I got an email last night from a person at my Church suggesting that I go to some website and vote in a poll on whether "In God We Trust" should stay on our money. Presumably, the proper vote for an Orthodox Christian should be in favor of keeping that slogan. But the more I think about it, I don't understand why it is on our money.
My objection is not with the word "God" but with the implication that somehow we trust Him. Simply put, as a nation, we don't trust God. And our money is as good an example of this lack of trust as anything. We aren't happy just to be provided for, we look to "Get Rich Quick" schemes to make more, or we say to ourselves, "When I win the lottery...." Then when we get a little bit of money, we want to make that money work for us. So we invest it, we set some of it aside for our retirement, for a rainy day, for a nest egg. Then when we have some investment that is paying off, we defend that investment so that it keeps making money for us. We buy things on credit because we don't have enough money for what we want, but we are certain that we can make more later. We don't trust in God, we trust in money. There is no problem that can't be solved with just a little bit more money, right?
God asks us to rely on him. "Seek first the Kingdom of God and His righteousness, and all these things shall be added to you." Christ tells a parable of a man who has a very good harvest, and so he stockpiles it so that he can relax and enjoy himself and eat, drink, and be merry. That night he hears the words that all of us will hear one day, "This night your soul is required of you." We can choose to trust God, or we can choose to trust in money, but in the end, we will have what we chose. We will either have a relationship with God that extends into eternity, or we will have stuff that we can't take with us.
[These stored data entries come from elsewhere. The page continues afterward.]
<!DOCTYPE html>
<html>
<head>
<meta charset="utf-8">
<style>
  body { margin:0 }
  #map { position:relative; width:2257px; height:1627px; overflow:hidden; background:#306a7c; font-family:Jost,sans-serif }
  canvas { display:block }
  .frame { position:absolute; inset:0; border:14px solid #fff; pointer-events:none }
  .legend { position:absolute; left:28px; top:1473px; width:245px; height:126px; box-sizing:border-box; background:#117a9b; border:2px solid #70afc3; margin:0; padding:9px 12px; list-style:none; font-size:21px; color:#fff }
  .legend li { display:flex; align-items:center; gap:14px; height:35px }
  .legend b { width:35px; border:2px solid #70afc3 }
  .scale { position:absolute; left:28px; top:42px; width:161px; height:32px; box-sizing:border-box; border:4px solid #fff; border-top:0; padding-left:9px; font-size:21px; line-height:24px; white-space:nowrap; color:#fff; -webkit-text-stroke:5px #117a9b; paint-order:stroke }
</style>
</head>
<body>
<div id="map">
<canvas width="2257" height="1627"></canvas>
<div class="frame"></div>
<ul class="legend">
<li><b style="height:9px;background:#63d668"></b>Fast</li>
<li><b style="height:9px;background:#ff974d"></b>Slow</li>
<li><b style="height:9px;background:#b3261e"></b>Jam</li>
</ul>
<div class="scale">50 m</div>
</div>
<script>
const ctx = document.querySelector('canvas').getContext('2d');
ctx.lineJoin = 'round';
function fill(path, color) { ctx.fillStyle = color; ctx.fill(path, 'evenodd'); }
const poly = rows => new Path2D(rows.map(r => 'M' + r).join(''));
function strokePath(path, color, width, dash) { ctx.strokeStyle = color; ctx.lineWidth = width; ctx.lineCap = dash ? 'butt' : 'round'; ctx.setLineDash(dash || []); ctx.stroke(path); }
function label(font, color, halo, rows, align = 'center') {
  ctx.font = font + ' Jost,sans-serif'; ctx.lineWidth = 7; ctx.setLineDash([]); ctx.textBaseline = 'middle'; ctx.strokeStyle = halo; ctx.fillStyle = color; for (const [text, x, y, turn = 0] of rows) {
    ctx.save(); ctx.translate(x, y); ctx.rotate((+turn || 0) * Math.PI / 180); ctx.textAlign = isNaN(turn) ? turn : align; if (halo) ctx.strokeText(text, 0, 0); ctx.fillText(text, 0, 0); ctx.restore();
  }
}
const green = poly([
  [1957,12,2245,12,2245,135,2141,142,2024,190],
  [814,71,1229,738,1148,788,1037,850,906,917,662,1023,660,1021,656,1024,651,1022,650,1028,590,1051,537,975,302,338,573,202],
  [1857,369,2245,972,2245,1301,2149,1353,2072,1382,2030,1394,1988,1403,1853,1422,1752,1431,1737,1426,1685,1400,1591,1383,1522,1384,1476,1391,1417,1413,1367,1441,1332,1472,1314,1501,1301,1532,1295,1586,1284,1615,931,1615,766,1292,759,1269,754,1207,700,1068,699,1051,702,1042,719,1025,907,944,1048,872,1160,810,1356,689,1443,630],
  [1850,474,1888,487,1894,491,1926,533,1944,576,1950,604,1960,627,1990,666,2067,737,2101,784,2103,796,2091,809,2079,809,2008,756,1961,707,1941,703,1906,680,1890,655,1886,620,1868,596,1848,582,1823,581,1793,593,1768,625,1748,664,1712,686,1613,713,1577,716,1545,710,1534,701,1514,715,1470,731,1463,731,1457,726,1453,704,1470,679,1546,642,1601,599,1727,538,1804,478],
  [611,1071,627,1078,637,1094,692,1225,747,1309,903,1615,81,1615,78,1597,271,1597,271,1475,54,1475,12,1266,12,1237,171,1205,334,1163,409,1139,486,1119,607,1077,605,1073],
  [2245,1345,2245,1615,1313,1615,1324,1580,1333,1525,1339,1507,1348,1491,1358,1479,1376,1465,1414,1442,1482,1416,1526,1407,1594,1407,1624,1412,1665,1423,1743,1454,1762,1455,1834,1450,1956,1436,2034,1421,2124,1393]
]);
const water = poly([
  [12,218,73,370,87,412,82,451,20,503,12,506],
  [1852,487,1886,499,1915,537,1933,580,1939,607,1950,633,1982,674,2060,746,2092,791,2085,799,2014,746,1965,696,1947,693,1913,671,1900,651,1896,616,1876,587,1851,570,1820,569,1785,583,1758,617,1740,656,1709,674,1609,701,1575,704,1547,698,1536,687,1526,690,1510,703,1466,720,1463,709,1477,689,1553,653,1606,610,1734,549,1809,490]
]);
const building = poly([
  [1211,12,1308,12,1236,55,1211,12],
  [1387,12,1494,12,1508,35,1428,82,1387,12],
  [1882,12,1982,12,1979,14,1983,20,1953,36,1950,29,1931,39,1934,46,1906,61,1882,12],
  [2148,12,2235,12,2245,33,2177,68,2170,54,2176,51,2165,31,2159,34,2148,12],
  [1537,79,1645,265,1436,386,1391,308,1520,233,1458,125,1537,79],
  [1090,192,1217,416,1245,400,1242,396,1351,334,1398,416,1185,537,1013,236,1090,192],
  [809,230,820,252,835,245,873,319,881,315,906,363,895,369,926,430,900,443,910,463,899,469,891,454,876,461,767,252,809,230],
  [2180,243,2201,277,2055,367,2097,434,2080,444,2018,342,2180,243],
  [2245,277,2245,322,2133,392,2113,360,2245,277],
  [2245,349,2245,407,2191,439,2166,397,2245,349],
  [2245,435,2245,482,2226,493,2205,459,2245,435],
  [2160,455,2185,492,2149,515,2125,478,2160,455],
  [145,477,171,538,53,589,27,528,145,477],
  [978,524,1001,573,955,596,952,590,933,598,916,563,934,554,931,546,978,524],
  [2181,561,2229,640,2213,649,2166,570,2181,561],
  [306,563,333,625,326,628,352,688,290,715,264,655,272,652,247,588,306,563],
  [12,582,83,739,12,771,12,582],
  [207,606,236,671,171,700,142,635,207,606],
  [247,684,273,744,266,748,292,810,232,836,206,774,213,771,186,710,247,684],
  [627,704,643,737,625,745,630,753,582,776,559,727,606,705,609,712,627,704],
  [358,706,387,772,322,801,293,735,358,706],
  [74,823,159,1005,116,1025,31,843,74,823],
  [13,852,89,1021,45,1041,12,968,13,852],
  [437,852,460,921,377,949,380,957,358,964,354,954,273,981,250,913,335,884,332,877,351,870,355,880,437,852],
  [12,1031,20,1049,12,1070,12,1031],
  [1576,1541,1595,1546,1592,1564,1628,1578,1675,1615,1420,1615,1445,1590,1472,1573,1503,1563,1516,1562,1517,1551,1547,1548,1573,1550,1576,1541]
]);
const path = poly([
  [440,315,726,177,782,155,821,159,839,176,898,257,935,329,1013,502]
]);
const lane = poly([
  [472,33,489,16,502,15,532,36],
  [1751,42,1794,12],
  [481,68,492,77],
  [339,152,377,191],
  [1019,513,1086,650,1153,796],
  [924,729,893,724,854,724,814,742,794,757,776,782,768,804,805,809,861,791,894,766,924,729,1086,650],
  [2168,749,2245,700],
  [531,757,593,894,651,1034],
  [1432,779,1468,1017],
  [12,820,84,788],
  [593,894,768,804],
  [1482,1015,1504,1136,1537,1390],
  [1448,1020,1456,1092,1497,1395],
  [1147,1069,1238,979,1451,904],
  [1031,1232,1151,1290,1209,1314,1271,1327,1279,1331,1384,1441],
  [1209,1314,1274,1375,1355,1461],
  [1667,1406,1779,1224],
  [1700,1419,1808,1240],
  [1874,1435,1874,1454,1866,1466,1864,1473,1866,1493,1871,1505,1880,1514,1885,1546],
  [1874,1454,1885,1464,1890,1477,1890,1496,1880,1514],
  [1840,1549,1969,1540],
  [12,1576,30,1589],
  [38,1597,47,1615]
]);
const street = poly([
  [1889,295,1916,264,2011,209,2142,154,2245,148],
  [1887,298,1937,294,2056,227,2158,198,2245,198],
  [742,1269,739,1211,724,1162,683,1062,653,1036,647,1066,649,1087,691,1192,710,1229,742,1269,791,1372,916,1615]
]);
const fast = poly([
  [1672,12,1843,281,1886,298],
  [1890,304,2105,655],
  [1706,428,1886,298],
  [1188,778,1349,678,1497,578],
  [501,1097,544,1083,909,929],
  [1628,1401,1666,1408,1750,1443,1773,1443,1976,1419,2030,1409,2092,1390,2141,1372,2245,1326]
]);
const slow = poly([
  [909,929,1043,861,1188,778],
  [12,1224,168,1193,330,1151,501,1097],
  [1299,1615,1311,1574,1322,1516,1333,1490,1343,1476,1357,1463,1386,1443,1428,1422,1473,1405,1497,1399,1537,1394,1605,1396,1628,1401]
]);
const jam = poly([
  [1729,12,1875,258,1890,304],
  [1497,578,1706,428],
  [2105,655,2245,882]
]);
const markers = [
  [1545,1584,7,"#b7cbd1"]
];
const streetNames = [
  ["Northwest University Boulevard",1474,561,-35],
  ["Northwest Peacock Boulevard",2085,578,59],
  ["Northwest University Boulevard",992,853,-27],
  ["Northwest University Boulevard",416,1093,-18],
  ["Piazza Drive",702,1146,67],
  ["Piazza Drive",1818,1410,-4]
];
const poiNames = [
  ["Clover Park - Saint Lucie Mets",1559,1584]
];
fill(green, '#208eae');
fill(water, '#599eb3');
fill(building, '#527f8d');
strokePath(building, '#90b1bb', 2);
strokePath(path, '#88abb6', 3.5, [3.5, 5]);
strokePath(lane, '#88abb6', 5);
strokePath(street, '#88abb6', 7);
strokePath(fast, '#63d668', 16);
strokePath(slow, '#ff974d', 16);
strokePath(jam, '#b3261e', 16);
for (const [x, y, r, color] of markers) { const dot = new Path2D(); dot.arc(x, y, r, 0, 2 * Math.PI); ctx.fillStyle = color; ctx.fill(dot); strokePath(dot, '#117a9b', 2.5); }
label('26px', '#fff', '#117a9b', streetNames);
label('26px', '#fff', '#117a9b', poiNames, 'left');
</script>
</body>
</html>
Our Christian struggle in this world is not to keep God in everyone's faces, but to keep God in our hearts. If we live a life of trust in God, others will see our example, and will flock to God in response. If, however, we push for our money to proclaim God and then deny God with our actions, we will be seen as hypocrites who want to force arbitrary beliefs on everyone else. I am not advocating for the removal of God from the public square, and I don't mind if our money keeps this slogan. I just hope that we can learn to live as people that trust in God, and not just fight about our right to say that we do.